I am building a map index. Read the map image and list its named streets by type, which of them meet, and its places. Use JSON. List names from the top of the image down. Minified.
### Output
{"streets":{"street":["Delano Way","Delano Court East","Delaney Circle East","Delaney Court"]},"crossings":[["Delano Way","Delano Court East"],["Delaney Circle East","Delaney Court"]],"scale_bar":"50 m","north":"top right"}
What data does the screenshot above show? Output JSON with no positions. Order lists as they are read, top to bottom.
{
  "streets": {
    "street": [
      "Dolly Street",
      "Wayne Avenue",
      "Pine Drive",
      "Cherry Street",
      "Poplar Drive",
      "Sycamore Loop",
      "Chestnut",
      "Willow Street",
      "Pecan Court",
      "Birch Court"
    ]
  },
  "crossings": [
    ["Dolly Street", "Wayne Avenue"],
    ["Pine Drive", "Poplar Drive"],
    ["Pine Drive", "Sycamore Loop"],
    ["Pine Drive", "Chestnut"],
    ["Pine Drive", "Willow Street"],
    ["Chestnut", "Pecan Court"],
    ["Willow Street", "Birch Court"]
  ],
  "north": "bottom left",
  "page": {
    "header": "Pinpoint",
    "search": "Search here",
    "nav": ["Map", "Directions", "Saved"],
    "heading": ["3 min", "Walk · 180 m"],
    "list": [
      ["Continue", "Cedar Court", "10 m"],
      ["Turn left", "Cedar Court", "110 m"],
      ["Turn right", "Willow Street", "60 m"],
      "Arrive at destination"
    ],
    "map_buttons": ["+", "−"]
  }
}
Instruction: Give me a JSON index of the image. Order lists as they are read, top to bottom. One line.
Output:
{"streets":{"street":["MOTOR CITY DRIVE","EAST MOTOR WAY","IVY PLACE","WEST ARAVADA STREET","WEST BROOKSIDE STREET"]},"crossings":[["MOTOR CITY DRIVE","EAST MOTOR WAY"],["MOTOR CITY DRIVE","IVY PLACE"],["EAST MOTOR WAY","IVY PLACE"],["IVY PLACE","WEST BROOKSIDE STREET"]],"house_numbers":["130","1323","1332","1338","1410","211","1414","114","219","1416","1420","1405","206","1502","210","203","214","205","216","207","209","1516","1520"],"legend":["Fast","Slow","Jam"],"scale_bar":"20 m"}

+ + +

#### How to complete this task:
Using the listing above, locate the lines that hold "index" and copy each one.

#### Result for this task:
I am building a map index. Read the map image and list its named streets by type, which of them meet, and its places. Use JSON. List names from the top of the image down. Minified.
Instruction: Give me a JSON index of the image. Order lists as they are read, top to bottom. One line.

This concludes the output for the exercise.